Wednesday, December 28, 2016

Biggest Loss of 2016? Civility

Two years ago, Chancellor Phyllis Wise took a stand against a Twitter-crazed academic whose tweets were more than polemical— they personally degraded American Jewish students, connecting all of them with what he described as a murderous regime. 
The media often characterized his tweets as “political” and “anti-Israel,” and they were that. But the media often missed the point that his tweets also degraded students simply by connecting their faith to a far-away war in Gaza and Israel. Salaita understood that Netanyahu was raised and educated in the U.S. (he holds two degrees from MIT)—and he blindly accused current American Jewish students of being indoctrinated to follow the current prime minister’s path. In Salaita’s awful words, these students were future IDF (Israel Defense Force) “murderers.”
In the winter that preceded the Salaita affair, Chancellor Wise was subjected to vicious tweets by UIUC students who compared her to North Korea’s despot, Kim Jun Eun, because she ordered the campus to remain open in the midst of a severe “polar vortex” event. She had no choice but to make this decision. She did not order students or faculty to go to class—only that the campus could not shut down and stop vital services.
In 2016, we learned that these campus Twitter-storms were really the tip of a growing iceberg.
We— America, and the rest of the Internet-connected world— have entered the age of personal degradation; vicious stereotyping; “debates” that deeply insult war heroes, women, the disabled, Mexicans, Muslims … the list is too long and familiar to recount; extreme and existential threats; intolerance; racial superiority; and so on.
Chancellor Wise was derided by some for clinging to what her detractors said was an outdated and repressive code of civility.

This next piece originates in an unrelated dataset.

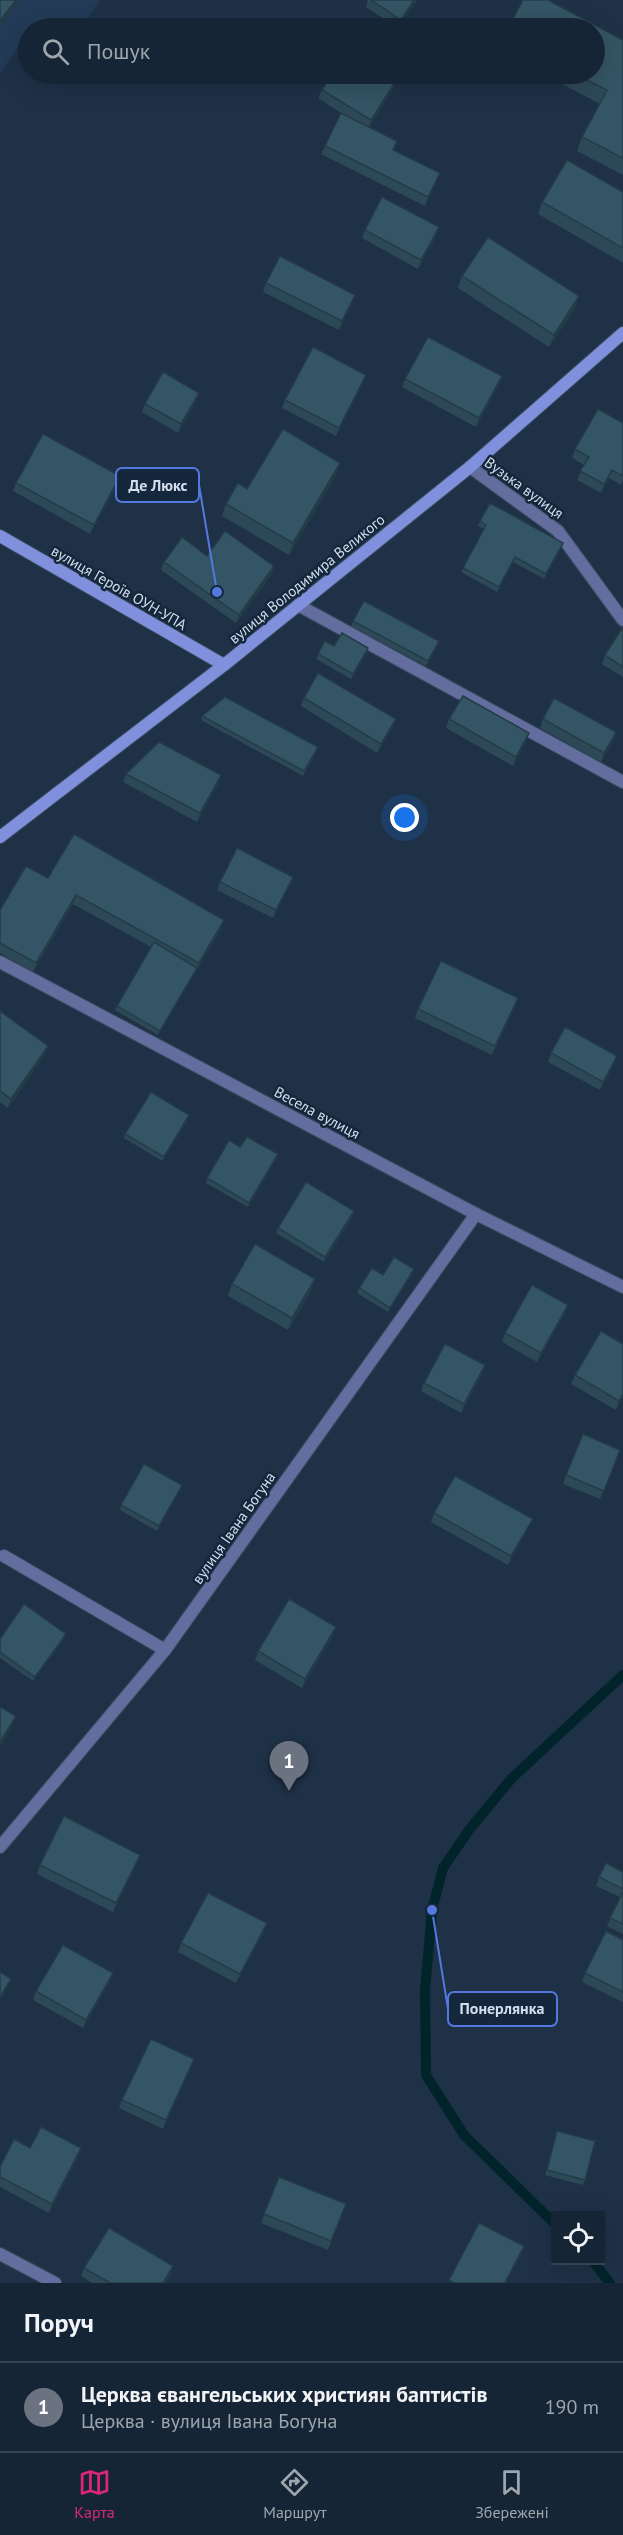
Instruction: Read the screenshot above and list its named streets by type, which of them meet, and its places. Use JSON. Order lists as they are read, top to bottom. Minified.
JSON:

I wonder how many of her critics realize in 2016— now that they (we) have been verbally brutalized by a dangerous American autocrat and intolerant followers— that Chancellor Wise was right about civility: If we cannot set a baseline for civil discourse, we cannot maintain our democratic society.  
This is not "PC"-- it is the tone and vocabulary of a democracy.
Today, the loudest, meanest, nastiest, outrageously deceitful, cutting voices drown out reason, facts, analysis, ambiguity, introspection.
We lost much in 2016-- much more than an election.